→ WHAT IS EXPECTED: For the entries below, report every line that includes the word "roads".

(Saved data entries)
━━━━
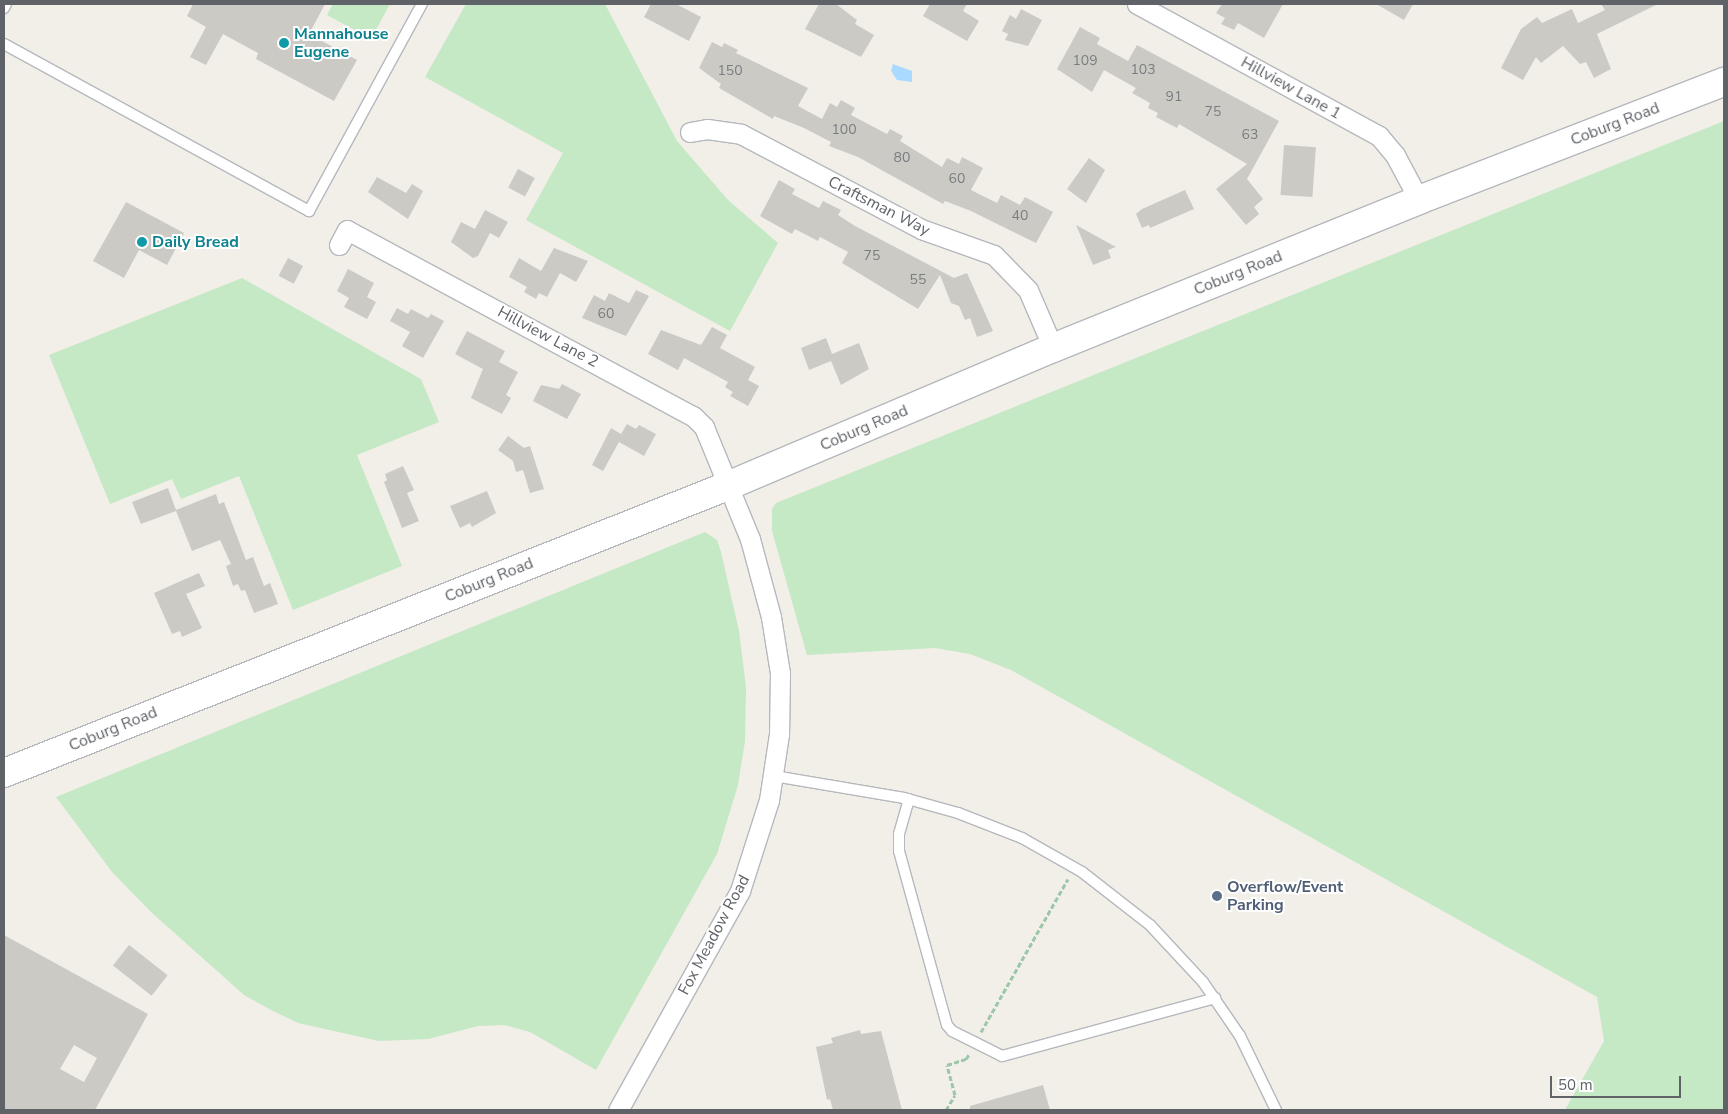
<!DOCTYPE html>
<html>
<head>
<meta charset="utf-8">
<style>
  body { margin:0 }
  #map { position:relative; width:1728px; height:1114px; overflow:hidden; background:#f1efe8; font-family:"Nunito Sans",sans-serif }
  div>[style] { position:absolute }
  .green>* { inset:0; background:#c5e8c5 }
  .water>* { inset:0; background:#aadaff }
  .building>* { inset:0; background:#cccac5; transform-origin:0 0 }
  .path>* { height:3px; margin-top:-1.5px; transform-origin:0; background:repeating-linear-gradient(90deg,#9cc7a9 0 5px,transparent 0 7.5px) }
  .roads { filter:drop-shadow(1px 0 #b5b8bc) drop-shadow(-1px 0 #b5b8bc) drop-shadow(0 1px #b5b8bc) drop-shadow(0 -1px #b5b8bc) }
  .lane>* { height:10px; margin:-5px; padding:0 5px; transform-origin:5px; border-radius:5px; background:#fff }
  .street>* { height:19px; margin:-9.5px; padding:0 9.5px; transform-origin:9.5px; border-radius:9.5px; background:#fff }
  .secondary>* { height:28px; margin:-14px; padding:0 14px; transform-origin:14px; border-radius:14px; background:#fff }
  .dots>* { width:14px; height:14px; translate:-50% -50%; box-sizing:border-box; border:2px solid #fff; border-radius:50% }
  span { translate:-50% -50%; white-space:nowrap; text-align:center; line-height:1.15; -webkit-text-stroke:4px #fff; paint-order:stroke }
  .number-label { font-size:14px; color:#7a7d7f }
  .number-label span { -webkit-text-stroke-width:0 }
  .culture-label { font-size:16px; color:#0d838f; font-weight:700 }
  .left { translate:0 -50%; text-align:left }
  .street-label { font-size:16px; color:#5f6368 }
  .service-label { font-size:16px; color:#4e5e75; font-weight:700 }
  .frame { position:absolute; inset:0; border:5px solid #5f6368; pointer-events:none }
  .scale { position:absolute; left:1550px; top:1076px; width:131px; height:22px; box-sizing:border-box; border:2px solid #5f6368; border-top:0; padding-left:6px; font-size:15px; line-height:18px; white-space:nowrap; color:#5f6368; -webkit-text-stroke:4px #fff; paint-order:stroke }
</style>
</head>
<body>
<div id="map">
  <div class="green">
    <div style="clip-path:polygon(333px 4px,390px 4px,371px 39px,327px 15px)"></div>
    <div style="clip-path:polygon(466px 4px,605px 4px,677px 141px,728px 200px,778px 243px,730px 331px,526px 220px,563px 153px,425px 77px)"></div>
    <div style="clip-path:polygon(1724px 121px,1724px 1110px,1565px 1110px,1604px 1041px,1597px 997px,1011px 670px,970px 654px,935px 648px,807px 655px,772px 531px,772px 509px,776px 503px)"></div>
    <div style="clip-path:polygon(242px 278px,421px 379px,439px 422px,357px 455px,402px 566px,293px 610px,239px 476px,181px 499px,172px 479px,110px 504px,49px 355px)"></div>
    <div style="clip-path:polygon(705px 532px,717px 540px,721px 552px,739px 631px,746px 687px,745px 741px,738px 785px,717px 854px,596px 1070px,530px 1032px,504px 1025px,478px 1026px,428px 1039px,379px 1041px,298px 1023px,273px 1011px,244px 995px,151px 912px,112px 872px,56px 797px)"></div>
  </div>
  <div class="water">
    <div style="clip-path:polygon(893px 64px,912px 71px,912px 82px,897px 80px,891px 71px)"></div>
  </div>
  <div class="building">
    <div style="clip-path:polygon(193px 4px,325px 4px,309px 34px,357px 60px,334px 101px,256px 59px,258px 53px,223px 34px,206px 65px,190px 57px,206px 27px,187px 16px)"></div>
    <div style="clip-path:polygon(651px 4px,676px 4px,701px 17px,689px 41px,644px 17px)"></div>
    <div style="clip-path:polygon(819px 4px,836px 4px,857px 20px,855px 24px,874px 35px,861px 57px,805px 29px)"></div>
    <div style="clip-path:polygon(930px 4px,967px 4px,963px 11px,979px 21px,967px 41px,923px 16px)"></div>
    <div style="clip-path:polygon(1222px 4px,1283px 4px,1264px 38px,1238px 23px,1234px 30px,1221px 24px,1225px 18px,1216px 13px)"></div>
    <div style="clip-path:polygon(1376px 4px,1413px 4px,1404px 20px)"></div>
    <div style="clip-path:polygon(1601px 4px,1658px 4px,1597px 34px,1611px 69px,1594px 78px,1586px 62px,1580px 64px,1563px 46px,1541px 63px,1536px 57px,1523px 80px,1501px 68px,1521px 29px,1537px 17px,1542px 23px,1572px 9px,1578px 23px,1605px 10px)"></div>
    <div style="clip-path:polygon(1021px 9px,1042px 20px,1028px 46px,1005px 40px,1008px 34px,1002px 31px,1010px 15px,1016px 19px)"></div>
    <div style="clip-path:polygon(1080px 27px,1100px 38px,1097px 44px,1128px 61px,1137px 45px,1279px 121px,1247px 179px,1263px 199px,1254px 207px,1259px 214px,1246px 225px,1216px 189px,1247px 164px,1179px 124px,1177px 128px,1156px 117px,1158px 113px,1148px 108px,1150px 103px,1132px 93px,1136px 88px,1104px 70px,1092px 92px,1057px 69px)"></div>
    <div style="clip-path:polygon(712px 42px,722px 47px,724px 43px,738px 50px,736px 53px,808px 88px,798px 106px,822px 119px,830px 103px,837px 107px,841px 100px,855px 108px,851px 115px,887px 134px,890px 129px,903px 136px,900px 141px,942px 167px,947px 158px,959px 164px,962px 157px,983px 168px,971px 190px,997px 203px,1001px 195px,1020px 205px,1025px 197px,1053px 212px,1036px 243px,971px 211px,945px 201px,943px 204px,858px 157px,829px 146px,831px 142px,804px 128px,774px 116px,773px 119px,719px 88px,721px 84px,699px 68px)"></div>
    <div style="left:1284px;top:145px;width:32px;height:50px;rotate:4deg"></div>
    <div style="clip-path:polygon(1089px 158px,1105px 170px,1086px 203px,1067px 189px)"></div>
    <div style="left:518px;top:169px;width:19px;height:21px;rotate:28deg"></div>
    <div style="clip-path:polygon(377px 177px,406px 193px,412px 184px,423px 191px,408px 219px,368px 192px)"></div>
    <div style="clip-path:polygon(779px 180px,795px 189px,792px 194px,819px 208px,823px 201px,841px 210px,838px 215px,855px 226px,954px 278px,967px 273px,993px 331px,977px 337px,970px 318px,965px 320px,959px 306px,951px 303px,940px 275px,918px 309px,842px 263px,848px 252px,820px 237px,818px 241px,795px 229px,792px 234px,760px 216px)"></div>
    <div style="clip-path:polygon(1185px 190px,1194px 209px,1150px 228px,1149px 225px,1142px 228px,1136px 214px,1142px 209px)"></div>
    <div style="clip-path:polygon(126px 202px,184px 233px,167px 265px,139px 250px,124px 278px,93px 261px)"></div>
    <div style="clip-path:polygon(485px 210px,508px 222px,499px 238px,490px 233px,478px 256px,473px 258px,451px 242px,461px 222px,475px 229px)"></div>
    <div style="clip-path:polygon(1076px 225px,1116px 247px,1108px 250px,1111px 258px,1093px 265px)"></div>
    <div style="clip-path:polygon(554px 248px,588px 261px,576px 282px,560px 273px,547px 297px,539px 293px,536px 299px,524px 292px,527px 287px,509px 277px,519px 258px,541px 271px)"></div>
    <div style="left:288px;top:258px;width:17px;height:20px;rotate:28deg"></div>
    <div style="clip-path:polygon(348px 269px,374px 283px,367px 297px,376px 302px,367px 319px,344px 307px,349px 298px,337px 291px)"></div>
    <div style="clip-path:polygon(636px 290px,649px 296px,626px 336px,582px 318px,594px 295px,605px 301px,609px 293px,629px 303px)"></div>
    <div style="clip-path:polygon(397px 308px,408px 314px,411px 309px,428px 318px,431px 314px,444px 321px,423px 358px,402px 346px,410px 332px,390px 321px)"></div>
    <div style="clip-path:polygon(712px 327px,727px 335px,720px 348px,755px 367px,748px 380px,759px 386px,748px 406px,730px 396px,733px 392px,725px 387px,728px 382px,684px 358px,678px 370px,648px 354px,661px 330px,701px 345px)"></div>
    <div style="clip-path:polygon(467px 331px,505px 351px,499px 362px,518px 372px,506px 395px,511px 398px,502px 414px,471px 398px,483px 369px,455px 354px)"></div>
    <div style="clip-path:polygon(826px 338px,832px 354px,859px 343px,869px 369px,841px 385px,831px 361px,809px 370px,801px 348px)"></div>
    <div style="clip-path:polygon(562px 384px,581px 394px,567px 419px,533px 401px,541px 385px,559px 389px)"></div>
    <div style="clip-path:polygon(627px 424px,636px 429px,639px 425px,656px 434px,644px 456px,619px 442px,603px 471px,592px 465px,611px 428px,621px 434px)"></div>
    <div style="clip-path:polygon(508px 436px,524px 448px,530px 446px,544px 489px,530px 493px,523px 470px,516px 472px,513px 461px,498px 450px)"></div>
    <div style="clip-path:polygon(403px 466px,414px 490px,407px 493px,419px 521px,402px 528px,384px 482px,387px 480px,385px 474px)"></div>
    <div style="clip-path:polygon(168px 488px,176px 510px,216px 494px,219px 504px,224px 502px,246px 560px,253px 557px,264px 586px,270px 583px,278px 604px,254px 613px,245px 590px,241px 591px,238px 584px,233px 586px,226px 566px,231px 564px,220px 540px,192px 551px,176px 511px,141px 524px,132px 502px)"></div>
    <div style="clip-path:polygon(487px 491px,496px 513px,472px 527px,470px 523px,460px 528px,450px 506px)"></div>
    <div style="clip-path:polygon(199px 573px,205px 586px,186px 594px,202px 628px,182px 637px,180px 631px,172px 634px,154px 593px)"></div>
    <div style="clip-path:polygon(evenodd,4px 935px,148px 1014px,95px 1110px,4px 1110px,4px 935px,74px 1045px,97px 1058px,84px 1082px,60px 1069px,74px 1045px)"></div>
    <div style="left:129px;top:945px;width:49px;height:26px;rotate:38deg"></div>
    <div style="clip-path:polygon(860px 1030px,861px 1034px,881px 1031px,902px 1110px,833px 1110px,830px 1099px,827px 1100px,816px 1047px,833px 1043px,831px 1038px)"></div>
    <div style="clip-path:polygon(1043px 1085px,1050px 1110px,970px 1110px,970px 1106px)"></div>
  </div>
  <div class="path">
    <div style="left:981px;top:1032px;width:176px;rotate:-60.4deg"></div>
    <div style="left:946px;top:1110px;width:17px;rotate:-59deg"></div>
    <div style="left:955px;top:1095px;width:31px;rotate:-105deg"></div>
    <div style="left:947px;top:1065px;width:20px;rotate:-18deg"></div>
    <div style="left:966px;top:1059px;width:7px;rotate:-56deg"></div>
  </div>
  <div class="roads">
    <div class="lane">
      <div style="left:4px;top:8px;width:4px;rotate:-63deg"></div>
      <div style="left:4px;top:44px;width:348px;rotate:28.7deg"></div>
      <div style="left:309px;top:211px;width:236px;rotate:-61.4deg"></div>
      <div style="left:774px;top:776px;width:132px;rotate:9.6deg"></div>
      <div style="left:904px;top:798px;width:56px;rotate:15.5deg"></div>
      <div style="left:958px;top:813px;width:69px;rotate:21.3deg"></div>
      <div style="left:1022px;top:838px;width:69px;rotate:29.5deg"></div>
      <div style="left:1082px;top:872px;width:86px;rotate:37.9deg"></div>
      <div style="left:1150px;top:925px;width:78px;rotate:47.1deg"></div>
      <div style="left:1203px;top:982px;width:65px;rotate:55.6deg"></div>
      <div style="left:1240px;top:1036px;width:82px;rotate:64.1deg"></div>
      <div style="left:909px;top:799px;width:36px;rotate:106deg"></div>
      <div style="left:899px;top:834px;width:17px;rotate:90deg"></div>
      <div style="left:899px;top:851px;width:180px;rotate:74.6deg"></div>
      <div style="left:947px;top:1025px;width:8px;rotate:50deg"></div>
      <div style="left:952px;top:1031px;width:56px;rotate:26.6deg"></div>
      <div style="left:1002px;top:1056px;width:221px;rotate:-15.2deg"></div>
    </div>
    <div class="street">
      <div style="left:1137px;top:4px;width:276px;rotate:28.6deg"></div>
      <div style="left:1379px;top:136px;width:25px;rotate:50deg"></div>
      <div style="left:1395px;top:155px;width:51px;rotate:61.9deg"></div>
      <div style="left:690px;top:132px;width:17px;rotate:-10deg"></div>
      <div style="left:707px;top:129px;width:34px;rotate:8deg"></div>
      <div style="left:741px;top:134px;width:204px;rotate:27.8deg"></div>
      <div style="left:921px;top:229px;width:77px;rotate:19.6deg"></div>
      <div style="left:994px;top:255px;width:49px;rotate:45.8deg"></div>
      <div style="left:1028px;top:290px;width:63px;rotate:66.7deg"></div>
      <div style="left:339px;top:245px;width:17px;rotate:-62deg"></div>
      <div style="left:347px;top:230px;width:393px;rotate:28.3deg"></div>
      <div style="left:693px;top:416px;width:16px;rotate:45deg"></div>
      <div style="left:704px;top:427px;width:121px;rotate:67.7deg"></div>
      <div style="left:750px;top:539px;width:81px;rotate:74.9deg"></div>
      <div style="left:771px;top:617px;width:57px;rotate:80.9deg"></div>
      <div style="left:780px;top:673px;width:61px;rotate:90.9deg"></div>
      <div style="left:779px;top:734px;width:67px;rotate:98.6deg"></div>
      <div style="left:769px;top:800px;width:96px;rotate:107.7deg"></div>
      <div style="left:740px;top:891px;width:251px;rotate:119.1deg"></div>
    </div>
    <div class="secondary">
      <div style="left:4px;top:773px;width:781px;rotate:-21.64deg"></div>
      <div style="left:730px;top:485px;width:351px;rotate:-23deg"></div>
      <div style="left:1053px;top:348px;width:395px;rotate:-22deg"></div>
      <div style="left:1419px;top:200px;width:327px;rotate:-21.2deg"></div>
    </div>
  </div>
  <div class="dots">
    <div style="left:284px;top:43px;background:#0f9aa8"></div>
    <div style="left:142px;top:242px;background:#0f9aa8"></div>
    <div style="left:1217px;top:896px;background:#5c6f8a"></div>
  </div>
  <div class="number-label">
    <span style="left:1085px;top:61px">109</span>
    <span style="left:1143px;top:70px">103</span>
    <span style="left:730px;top:71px">150</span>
    <span style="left:1174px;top:97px">91</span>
    <span style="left:1213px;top:112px">75</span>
    <span style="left:844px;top:130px">100</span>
    <span style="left:1250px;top:135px">63</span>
    <span style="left:902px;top:158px">80</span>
    <span style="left:957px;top:179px">60</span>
    <span style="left:1020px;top:216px">40</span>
    <span style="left:872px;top:256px">75</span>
    <span style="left:918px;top:280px">55</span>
    <span style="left:606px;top:314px">60</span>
  </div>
  <div class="culture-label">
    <span class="left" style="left:294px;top:43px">Mannahouse<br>Eugene</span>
    <span class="left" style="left:152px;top:242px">Daily Bread</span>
  </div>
  <div class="street-label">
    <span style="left:1291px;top:88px;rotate:29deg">Hillview Lane 1</span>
    <span style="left:1615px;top:124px;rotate:-21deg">Coburg Road</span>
    <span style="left:879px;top:206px;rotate:27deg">Craftsman Way</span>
    <span style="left:1238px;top:273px;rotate:-22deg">Coburg Road</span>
    <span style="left:548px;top:337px;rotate:28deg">Hillview Lane 2</span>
    <span style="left:864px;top:428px;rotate:-23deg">Coburg Road</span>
    <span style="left:489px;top:580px;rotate:-22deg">Coburg Road</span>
    <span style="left:113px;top:729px;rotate:-22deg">Coburg Road</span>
    <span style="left:714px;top:935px;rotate:-62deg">Fox Meadow Road</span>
  </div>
  <div class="service-label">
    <span class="left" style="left:1227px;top:896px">Overflow/Event<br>Parking</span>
  </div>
  <div class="frame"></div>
  <div class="scale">50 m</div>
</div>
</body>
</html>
━━━━
→ SOLUTION:
  .roads { filter:drop-shadow(1px 0 #b5b8bc) drop-shadow(-1px 0 #b5b8bc) drop-shadow(0 1px #b5b8bc) drop-shadow(0 -1px #b5b8bc) }
  <div class="roads">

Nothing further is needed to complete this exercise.